You’re probably as tired of reading about “cabin fever” as I am writing about it. Unfortunately the only cure, outside of going to a warm climate, is dealing with it, and that means finding things to do that get your mind off of the subject; which in my case doing those things are brought on by “cabin fever.”
I think most of us – at least those my age, near it or older – have amassed a collection of books on all sorts of topics. So to keep from tearing my hair out – the little that’s left – I went through the several bookshelves I have looking at all of the books on fly tying, hatches, patterns and especially those written offering sage advice on what to look for, how to imitate what you find and how to present it to catch a trout.

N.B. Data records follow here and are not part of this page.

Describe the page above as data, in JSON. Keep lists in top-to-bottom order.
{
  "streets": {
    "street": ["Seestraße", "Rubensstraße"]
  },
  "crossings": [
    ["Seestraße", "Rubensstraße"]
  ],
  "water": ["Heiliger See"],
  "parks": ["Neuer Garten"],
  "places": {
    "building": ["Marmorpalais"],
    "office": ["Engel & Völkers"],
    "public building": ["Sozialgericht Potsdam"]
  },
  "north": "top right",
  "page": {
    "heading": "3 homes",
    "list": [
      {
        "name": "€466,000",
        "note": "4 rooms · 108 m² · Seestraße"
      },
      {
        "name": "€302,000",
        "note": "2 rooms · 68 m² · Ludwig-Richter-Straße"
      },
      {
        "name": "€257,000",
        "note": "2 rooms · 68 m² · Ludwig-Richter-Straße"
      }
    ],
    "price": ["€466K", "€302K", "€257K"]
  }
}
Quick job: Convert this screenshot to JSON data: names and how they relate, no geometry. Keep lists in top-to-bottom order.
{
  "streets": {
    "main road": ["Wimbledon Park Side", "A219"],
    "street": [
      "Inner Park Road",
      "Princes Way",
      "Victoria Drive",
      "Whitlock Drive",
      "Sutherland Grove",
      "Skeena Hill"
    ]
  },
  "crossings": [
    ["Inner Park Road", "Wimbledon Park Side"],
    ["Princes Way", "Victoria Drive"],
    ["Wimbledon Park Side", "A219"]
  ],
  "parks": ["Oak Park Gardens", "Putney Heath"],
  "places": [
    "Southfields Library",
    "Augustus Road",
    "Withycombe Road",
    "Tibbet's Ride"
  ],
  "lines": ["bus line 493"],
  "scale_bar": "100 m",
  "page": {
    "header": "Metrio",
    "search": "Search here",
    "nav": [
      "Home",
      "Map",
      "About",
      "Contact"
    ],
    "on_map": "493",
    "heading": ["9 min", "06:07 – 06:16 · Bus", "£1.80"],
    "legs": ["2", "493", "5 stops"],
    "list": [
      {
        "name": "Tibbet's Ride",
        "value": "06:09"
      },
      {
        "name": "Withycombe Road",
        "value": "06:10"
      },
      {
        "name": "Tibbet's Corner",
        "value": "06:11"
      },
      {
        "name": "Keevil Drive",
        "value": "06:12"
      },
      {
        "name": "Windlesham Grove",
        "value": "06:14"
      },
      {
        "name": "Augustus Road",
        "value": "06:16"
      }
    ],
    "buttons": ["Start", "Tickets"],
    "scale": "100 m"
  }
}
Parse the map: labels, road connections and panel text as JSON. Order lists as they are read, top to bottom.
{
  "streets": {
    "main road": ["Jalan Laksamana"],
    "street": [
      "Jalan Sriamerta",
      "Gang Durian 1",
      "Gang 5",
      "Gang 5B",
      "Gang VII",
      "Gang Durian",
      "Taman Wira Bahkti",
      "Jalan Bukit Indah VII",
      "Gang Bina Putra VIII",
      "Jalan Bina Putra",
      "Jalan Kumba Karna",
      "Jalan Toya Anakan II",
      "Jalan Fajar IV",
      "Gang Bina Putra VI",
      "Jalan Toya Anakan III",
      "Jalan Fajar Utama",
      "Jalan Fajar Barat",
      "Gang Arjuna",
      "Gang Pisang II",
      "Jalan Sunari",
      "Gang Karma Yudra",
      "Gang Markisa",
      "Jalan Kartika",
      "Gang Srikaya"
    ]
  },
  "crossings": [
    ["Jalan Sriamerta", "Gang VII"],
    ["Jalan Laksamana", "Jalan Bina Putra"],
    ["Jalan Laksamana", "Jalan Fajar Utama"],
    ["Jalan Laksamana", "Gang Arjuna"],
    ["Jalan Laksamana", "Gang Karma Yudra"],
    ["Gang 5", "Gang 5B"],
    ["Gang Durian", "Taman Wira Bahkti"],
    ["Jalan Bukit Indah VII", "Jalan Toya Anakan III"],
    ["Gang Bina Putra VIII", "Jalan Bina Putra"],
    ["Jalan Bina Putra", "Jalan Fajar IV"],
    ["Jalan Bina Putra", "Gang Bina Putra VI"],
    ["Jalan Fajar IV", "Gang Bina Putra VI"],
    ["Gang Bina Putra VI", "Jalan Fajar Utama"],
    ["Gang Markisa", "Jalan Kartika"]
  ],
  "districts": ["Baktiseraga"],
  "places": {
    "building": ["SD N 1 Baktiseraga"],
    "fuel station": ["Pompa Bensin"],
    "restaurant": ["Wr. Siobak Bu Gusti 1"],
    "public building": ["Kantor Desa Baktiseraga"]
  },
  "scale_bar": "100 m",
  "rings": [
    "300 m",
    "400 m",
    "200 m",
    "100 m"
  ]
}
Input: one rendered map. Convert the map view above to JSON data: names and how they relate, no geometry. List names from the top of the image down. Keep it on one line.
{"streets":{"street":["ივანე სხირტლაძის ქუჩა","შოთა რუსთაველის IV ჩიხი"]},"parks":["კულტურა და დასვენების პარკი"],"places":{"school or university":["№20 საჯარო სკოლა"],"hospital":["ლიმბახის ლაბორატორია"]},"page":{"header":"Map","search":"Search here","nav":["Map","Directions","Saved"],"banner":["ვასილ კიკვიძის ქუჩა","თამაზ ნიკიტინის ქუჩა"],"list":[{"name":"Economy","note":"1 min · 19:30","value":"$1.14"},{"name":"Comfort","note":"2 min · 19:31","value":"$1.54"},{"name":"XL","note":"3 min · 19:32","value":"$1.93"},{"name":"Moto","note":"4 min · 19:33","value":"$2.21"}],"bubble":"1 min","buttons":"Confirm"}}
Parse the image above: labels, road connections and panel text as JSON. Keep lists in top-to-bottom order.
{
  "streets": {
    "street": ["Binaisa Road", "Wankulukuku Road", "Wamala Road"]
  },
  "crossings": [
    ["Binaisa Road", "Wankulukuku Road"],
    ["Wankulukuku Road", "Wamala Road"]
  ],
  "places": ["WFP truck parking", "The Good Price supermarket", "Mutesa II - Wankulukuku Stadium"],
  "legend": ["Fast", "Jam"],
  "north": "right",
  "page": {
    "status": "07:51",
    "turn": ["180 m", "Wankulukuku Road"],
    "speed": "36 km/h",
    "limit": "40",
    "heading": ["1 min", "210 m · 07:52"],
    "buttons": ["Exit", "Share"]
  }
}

Surprisingly it took up a couple of hours just sorting through the books I pulled from the shelves; some of which I’d forgotten I had. What I found were old friends. There were paperbacks, though most were hardcover (I’ve always preferred a hardcover book when I could get it) and some were published in lesser quality paper than others while the newer ones had glossy pages with color photos. Some were written in the 30’s by authors whose names I had forgotten.
Aside from patterns tied with materials that weren’t available when those books were written, what struck me …or I should say, was reinforced in my mind – was that there is little that was new in terms of hatches and the element they live in: Mayflies are still mayflies, etc. In fact, the only difference was in the directness the older books on the subject put their premise. Some were so old there was a difference in the colloquial use of grammar.
I’m still re-reading some of the books and I’m amazed at how they jogged my memory. To make a long story short, tying flies, when to use when and how to present them, is nothing new. Only gadgets and gizmos …and of course their costs have changed.
Look around, you’ll be surprised at what you already have …and know.